Suppose I wanted to monitor 1,000 hosts. For each host, there is 100 or more variables I want to monitor: ping, disk IO/latency, RAM free/swap/etc, and so on. 100,000 data points every 5-10 minutes, stored for 5 years.
What system scales this large?
What if I had 10x the number of hosts? What would you select then?
You'll need to answer a few more questions before we can really give you a suggestion. For starters, are you wanting to store raw data for 5 years? Or is rolled-up data good enough? This matters more than you might think, and this feature alone may determine what your options are.
When you're talking about a 5 year time span, you're almost always talking about trending information that's going to rolled up and you'll lose precision over time. If you don't roll up the data, you're dealing with a monstrous volume of data and very few systems (both software and hardware) will be able to handle it.
Luckily, that's why RRDtool and Round Robin Databases (RRD) was invented. If you don't recognize it, that's okay. You may not know the name, but if you're looking at open source tools, you'll see practically everything built on top of it. Almost any open source program that is trending data over time and giving you pretty graphs is probably using RRDtool under the hood. RRDtool creates fixed sized databases that automatically roll up data and stores fixed precision to specified limits. For example, you might have it store 30 days worth of data at 5 minute precision, 90 days worth of data at 30 minute precision, 180 days worth of data at 1 hour precision, 365 days of data at 1 day precision, 3 years of data at 1 week precision, and 10 years of data at 1 month precision. It's all configurable, and ever time you add a new data point, it calculates the roll up data.

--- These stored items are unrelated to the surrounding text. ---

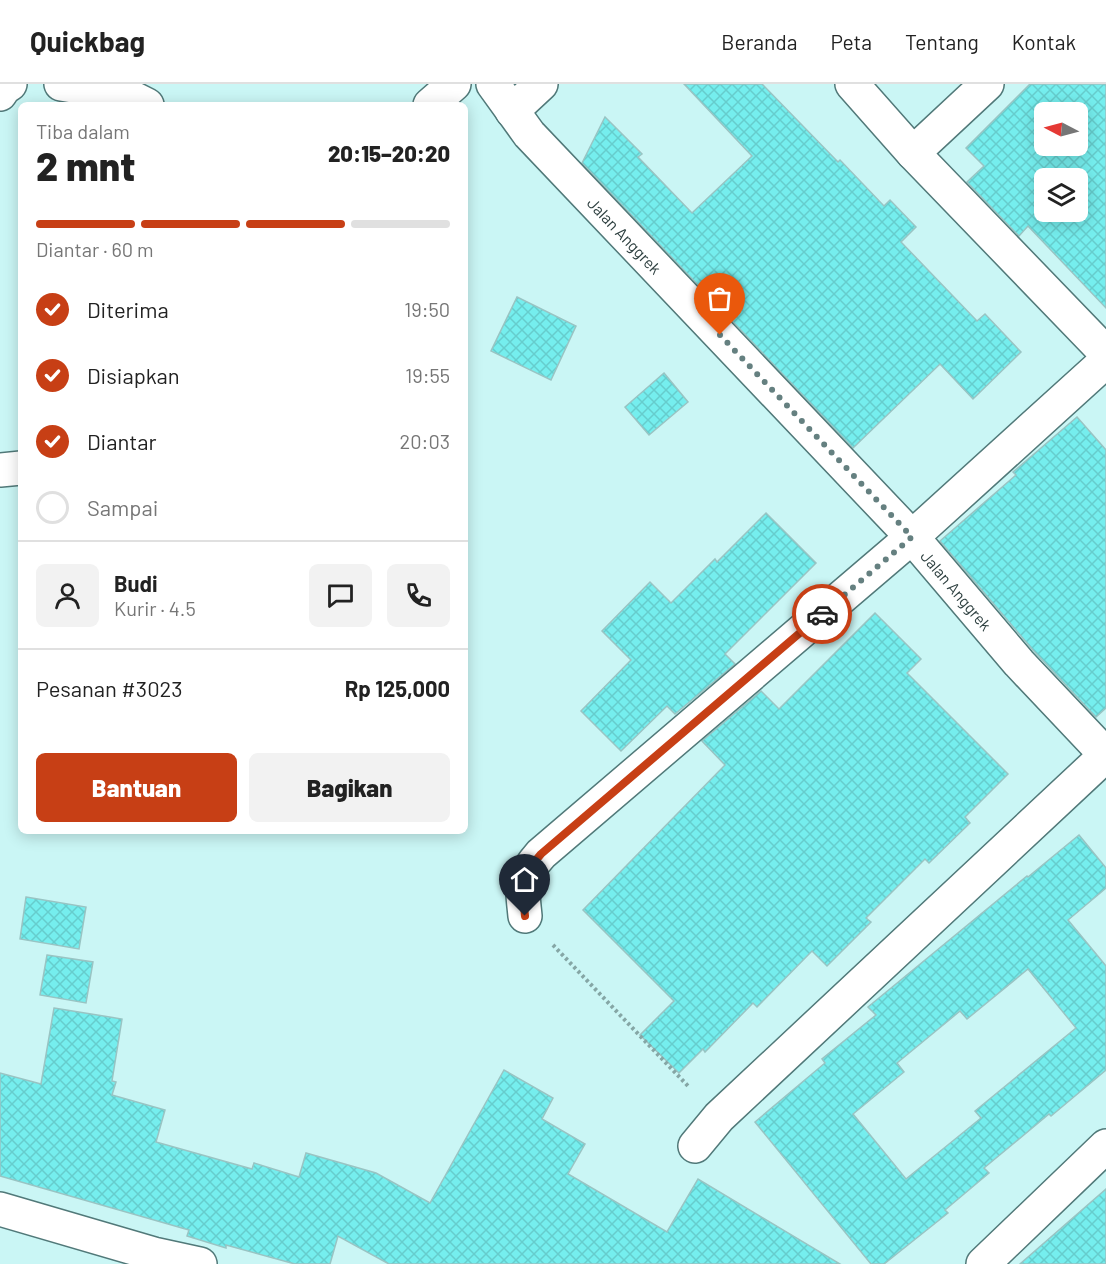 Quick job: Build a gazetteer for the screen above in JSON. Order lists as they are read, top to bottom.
{
  "streets": {
    "street": ["Jalan Anggrek"]
  },
  "north": "left",
  "page": {
    "header": "Quickbag",
    "nav": [
      "Beranda",
      "Peta",
      "Tentang",
      "Kontak"
    ],
    "heading": ["2 mnt", "Tiba dalam", "20:15–20:20"],
    "panel": [
      "Budi",
      "Kurir · 4.5",
      "Pesanan #3023",
      "Rp 125,000"
    ],
    "bar": "Diantar · 60 m",
    "list": [
      ["Diterima", "19:50"],
      ["Disiapkan", "19:55"],
      ["Diantar", "20:03"],
      "Sampai"
    ],
    "buttons": ["Bantuan", "Bagikan"]
  }
} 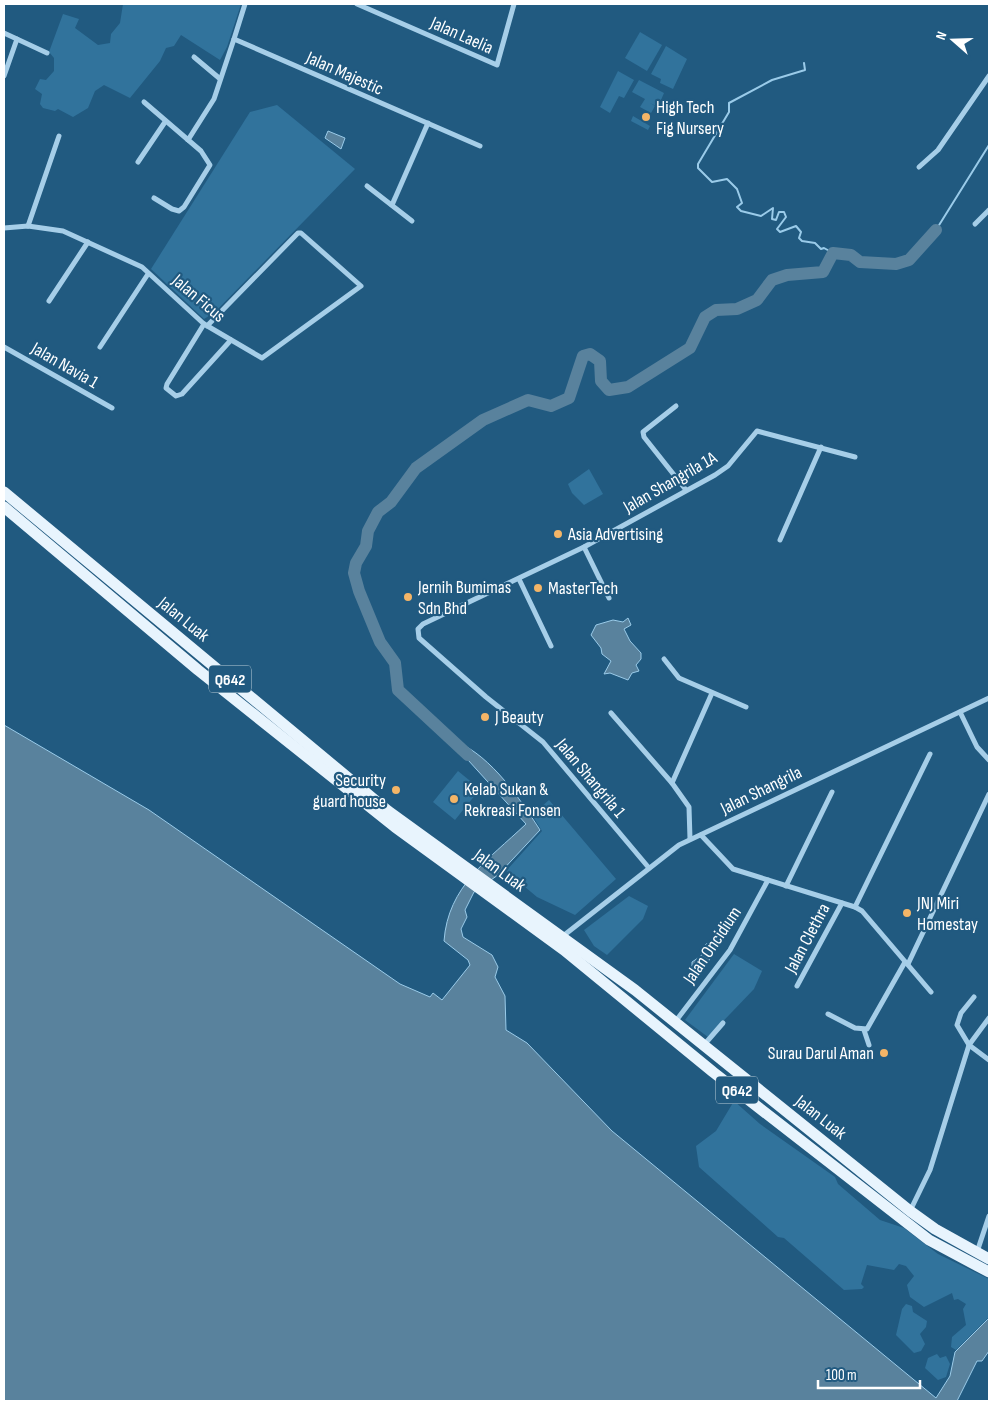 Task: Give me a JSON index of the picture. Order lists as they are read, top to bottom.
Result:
{
  "streets": {
    "main road": ["Jalan Luak", "Q642"],
    "street": [
      "Jalan Laelia",
      "Jalan Majestic",
      "Jalan Ficus",
      "Jalan Navia 1",
      "Jalan Shangrila 1A",
      "Jalan Shangrila 1",
      "Jalan Shangrila",
      "Jalan Clethra",
      "Jalan Oncidium"
    ]
  },
  "crossings": [
    ["Jalan Shangrila 1A", "Jalan Shangrila 1"],
    ["Jalan Luak", "Jalan Shangrila"],
    ["Jalan Luak", "Jalan Oncidium"],
    ["Jalan Shangrila 1", "Jalan Shangrila"]
  ],
  "places": [
    "High Tech Fig Nursery",
    "Asia Advertising",
    "MasterTech",
    "Jernih Bumimas Sdn Bhd",
    "J Beauty",
    "Security guard house",
    "Kelab Sukan & Rekreasi Fonsen",
    "JNJ Miri Homestay",
    "Surau Darul Aman"
  ],
  "scale_bar": "100 m",
  "north": "left"
}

Now, once you figure out for sure what your data retention requirements are, you need to figure out how you're planning to monitor the systems. If there's a wide variety of devices, especially if there's a lot of network devices, SNMP is the standard. Also, there's a lot of devices that can't be monitored by anything other than SNMP, so at least some level of SNMP support is important (examples are UPS's, generators, printers, etc). If you have a lot of servers, you may want to go with an agent based system where you install a monitoring agent on each device to be monitored. This will often give you more detailed information, but significantly increases the management overhead required.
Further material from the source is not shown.